[Date Prev][Date Next][Thread Prev][Thread Next][Date Index][Thread Index]
Re: LONGCHAR proposal
"Eric W. Nikitin" <enikitin@apk.net> writes:
> Michael van Acken wrote:
> > >
> > > CAP(x) LONGCHAR LONGCHAR if x is a letter,
> > > corresponding capital
> > > letter;
> > > otherwise, identity
> >
> > Do we restrict CAP to the ASCII range, i.e., implement it as a mapping
> > of [a-z] to [A-Z], and identity otherwise, or do we deal with the
> > whole set of characters that have a corresponding upper case
> > equivalent?
>
> After thinking this over and looking at the Component Pascal language
> report, which defines CAP as follows:
>
> CAP(x) character type type of x x is a Latin-1 letter:
> corresponding capital
> letter
Currently OOC implements CAP only for ASCII, and is the identity
operation for chars in the range 80X..FFX. Is anyone in favor of
extending capitalization to the full ISO latin-1 range?

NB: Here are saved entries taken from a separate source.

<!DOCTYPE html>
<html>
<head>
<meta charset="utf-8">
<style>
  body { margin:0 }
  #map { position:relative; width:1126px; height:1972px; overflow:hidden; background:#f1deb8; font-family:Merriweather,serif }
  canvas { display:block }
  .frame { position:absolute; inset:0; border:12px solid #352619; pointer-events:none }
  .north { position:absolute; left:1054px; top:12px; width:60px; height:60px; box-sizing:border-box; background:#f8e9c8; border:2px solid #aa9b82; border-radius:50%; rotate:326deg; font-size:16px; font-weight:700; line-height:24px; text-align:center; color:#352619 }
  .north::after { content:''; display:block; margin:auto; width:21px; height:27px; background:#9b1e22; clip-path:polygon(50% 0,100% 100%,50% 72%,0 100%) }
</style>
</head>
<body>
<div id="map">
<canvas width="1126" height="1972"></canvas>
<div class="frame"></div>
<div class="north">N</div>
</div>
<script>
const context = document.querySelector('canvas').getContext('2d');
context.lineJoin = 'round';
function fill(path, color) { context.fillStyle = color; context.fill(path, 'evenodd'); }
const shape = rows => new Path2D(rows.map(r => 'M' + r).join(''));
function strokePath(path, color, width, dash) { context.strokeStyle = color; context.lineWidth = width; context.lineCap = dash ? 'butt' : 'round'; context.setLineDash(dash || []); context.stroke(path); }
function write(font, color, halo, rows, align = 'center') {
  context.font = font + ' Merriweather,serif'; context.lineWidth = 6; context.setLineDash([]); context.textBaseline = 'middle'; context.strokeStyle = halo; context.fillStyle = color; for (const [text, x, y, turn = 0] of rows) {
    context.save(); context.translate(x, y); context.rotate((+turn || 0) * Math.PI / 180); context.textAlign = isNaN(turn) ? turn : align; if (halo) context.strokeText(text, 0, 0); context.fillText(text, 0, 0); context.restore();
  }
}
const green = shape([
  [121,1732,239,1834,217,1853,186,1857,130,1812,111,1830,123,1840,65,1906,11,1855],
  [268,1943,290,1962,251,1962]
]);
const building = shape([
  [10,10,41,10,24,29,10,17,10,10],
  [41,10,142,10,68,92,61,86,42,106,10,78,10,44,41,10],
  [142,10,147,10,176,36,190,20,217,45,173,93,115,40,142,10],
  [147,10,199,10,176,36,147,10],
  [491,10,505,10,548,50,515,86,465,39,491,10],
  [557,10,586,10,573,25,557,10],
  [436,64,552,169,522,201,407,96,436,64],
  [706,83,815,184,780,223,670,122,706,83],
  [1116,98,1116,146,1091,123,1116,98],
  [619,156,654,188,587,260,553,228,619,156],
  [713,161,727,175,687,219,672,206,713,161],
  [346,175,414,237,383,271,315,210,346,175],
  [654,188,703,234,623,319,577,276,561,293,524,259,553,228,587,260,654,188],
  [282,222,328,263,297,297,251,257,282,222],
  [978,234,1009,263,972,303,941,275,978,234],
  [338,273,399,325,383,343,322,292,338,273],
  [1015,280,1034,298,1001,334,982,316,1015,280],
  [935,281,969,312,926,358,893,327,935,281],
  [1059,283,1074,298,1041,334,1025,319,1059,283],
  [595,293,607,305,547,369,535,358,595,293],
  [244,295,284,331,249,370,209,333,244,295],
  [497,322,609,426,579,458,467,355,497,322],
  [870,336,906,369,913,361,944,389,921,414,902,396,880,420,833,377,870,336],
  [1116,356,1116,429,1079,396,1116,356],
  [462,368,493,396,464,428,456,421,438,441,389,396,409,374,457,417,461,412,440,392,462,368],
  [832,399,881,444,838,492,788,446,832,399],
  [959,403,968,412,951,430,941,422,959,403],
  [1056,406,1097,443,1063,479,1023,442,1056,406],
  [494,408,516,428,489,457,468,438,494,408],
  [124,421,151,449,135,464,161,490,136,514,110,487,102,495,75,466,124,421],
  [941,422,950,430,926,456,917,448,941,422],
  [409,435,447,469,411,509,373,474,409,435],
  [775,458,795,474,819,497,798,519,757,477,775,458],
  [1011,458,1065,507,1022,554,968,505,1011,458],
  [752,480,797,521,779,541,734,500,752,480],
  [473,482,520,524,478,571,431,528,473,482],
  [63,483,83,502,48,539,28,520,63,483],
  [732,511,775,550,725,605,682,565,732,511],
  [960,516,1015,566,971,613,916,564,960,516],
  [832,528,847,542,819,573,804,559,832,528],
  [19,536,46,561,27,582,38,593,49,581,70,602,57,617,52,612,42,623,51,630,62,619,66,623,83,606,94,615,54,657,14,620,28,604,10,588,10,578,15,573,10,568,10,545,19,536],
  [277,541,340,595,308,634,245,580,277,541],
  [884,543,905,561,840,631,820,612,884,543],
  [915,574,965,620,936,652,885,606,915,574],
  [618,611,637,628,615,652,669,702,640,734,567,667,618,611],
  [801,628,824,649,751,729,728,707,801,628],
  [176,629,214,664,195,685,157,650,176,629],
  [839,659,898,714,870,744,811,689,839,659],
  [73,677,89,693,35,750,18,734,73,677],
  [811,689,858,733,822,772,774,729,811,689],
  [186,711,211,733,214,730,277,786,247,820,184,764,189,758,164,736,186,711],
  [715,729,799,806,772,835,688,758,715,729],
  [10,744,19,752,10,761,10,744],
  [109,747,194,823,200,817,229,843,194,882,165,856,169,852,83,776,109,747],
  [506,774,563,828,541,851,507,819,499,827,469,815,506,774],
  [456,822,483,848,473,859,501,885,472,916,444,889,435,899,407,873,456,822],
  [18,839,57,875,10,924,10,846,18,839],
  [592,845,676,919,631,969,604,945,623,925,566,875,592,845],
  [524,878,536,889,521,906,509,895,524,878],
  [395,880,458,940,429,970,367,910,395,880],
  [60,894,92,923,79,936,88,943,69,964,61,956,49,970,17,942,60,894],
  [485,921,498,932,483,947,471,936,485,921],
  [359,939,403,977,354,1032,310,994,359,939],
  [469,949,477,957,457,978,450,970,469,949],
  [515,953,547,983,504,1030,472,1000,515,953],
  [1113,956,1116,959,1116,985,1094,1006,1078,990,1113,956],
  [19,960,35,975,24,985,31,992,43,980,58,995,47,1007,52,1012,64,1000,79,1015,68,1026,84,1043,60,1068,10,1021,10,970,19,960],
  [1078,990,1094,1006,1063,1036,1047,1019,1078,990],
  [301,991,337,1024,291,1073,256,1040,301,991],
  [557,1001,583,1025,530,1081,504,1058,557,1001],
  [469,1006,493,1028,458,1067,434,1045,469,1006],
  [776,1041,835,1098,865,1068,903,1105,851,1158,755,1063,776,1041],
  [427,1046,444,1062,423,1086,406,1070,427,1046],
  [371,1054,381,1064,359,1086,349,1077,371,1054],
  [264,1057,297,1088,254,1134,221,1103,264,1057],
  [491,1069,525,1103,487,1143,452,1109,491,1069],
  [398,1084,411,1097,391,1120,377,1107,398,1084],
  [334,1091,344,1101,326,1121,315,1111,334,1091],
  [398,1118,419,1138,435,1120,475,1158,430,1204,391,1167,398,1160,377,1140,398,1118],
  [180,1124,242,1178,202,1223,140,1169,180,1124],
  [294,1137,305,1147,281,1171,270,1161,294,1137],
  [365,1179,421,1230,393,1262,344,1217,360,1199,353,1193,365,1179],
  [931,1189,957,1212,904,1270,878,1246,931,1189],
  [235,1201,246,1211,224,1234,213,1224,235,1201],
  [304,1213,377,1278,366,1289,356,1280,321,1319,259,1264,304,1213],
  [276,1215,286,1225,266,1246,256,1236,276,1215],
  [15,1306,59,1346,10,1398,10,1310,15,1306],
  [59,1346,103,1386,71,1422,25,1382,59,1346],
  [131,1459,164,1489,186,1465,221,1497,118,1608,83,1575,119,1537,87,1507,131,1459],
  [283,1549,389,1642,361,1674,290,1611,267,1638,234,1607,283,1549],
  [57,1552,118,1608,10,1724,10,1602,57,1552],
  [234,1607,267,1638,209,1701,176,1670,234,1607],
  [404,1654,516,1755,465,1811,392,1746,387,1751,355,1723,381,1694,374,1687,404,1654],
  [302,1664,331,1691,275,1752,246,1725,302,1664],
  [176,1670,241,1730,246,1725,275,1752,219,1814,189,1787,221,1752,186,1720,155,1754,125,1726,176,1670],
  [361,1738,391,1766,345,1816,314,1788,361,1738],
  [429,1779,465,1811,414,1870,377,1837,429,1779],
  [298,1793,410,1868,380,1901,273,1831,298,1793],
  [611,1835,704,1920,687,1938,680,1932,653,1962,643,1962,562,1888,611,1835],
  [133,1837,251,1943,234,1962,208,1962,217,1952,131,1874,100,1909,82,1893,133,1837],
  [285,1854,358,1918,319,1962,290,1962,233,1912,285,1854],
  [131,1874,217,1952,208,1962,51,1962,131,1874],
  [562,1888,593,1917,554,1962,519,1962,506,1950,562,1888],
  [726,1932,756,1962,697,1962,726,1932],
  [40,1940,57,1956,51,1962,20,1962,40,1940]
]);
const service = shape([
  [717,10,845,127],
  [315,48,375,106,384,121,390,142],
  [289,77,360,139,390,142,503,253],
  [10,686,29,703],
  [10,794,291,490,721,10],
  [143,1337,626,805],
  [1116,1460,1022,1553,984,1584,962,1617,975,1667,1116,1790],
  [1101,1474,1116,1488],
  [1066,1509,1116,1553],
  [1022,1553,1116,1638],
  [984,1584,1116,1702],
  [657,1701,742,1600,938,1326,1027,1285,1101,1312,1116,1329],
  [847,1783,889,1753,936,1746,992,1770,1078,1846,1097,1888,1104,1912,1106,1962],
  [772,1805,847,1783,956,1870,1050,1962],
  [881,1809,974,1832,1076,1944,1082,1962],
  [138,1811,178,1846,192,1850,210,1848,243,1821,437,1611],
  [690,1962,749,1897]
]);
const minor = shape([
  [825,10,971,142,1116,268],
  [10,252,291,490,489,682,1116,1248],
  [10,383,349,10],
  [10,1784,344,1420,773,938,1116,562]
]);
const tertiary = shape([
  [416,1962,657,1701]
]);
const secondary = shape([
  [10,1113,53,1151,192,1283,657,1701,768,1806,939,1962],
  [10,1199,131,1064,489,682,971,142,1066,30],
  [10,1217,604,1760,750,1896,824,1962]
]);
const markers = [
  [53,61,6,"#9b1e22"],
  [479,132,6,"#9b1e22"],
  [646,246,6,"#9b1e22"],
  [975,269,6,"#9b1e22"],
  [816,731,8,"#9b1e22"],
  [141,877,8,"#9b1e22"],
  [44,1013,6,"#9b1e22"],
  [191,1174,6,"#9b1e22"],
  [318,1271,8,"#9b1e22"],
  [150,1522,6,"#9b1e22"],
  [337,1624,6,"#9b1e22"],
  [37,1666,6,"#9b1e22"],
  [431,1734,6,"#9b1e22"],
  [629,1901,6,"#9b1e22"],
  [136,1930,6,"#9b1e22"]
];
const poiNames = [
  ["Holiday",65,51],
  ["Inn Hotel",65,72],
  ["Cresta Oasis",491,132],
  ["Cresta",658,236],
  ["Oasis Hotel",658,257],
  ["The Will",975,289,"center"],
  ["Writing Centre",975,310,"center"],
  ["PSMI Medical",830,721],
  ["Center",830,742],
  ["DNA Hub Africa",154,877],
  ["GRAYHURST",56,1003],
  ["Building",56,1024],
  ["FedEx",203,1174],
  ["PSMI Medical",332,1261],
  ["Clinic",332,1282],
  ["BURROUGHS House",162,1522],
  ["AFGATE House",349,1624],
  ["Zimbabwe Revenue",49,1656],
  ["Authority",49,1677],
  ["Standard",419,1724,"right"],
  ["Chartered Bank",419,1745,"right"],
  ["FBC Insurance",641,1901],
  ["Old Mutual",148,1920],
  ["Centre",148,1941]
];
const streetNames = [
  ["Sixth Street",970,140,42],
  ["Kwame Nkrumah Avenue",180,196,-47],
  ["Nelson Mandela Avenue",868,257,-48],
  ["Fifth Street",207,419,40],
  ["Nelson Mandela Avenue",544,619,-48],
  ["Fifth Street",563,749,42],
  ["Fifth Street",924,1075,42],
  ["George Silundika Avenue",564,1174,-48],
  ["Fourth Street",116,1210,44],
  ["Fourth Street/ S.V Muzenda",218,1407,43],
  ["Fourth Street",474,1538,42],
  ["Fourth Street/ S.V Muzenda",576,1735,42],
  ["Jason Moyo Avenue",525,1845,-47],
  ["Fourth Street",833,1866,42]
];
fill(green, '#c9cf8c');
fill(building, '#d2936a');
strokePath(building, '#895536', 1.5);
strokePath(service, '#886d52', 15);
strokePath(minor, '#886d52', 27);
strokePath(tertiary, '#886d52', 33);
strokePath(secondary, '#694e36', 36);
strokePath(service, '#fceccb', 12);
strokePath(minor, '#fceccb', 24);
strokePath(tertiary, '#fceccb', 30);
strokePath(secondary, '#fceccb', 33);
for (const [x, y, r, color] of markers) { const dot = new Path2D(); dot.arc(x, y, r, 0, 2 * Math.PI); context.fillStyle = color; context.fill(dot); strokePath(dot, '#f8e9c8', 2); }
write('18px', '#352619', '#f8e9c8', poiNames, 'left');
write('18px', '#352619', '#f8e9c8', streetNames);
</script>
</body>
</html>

> I think we should *not* define CAP for LONGCHAR. Unicode
> capitalization is locale dependant, and I wouldn't want that sort of
> dependency lurking about in a predeclared procedure.
>
> > >
> > > SHORT(x) LONGCHAR CHAR projection
> >
> > This will lose the most significant part of the 2-byte Unicode
> > character.
>
> True. But are you saying that this simply needs to be noted in the
> proposal? Or that SHORT shouldn't be defined to operate on LONGCHAR
> and LongStrings?
There are two ways to deal with this loss of information.
1) Truncation. Disadvantage: The character mapping to latin-1 is
quite arbitrary.
2) Mapping of 0100X..FFFFX onto a single character, e.g. "?".
Advantage: More deterministic, and the shorted string can be
readable if the original Unicode text uses mostly latin-1
characters, e.g. if it is an English text with a few special
characters like quotes, hyphens, and the like. The effect would be
pretty much like viewing a HTML document produced by a MS product
with a non-Windows browser.
> > > Thus, BinaryRider needs to know only about a single Unicode encoding
> > > because its function is to mirror OOC's internal data format.
> >
> > Actually, it needs two. Writing fixed width 16-bit Unicode can put
> > the least significant or the most significant byte first. Both
> > variants are explicitly permitted. To distinguish the two, it is
> > possible to prefix the binary file with the byte order mark U+FEFF.
>
> Both Reader and Writer in BinaryRider already have a `SetByteOrder'
> method, should ReadLChar, etc., use this setting as well?
This might be a good idea. BinaryRider could be told through an
option if it should interpret (and discard) a leading U+FEFF byte
order marker.
> Even though I implied code reuse in the above, it wasn't my primary
> concern. I just want to be able to drop any TextRider variant into
> my application with as few changes as possible. Hence, a common
> abstract class at the base defining the interface with multiple
> implementations such as UnicodeRider and KSCRider. Whether KSCRider
> inherits from UnicodeRider doesn't matter, but what does matter is
> that they are (for the most part) interchangeable.
If KSCRider maps to the Unicode character encoding, these two would be
share most, if not all, of their interface. Fixing the interface in
an abstract class is a good idea to formalize this.
-- mva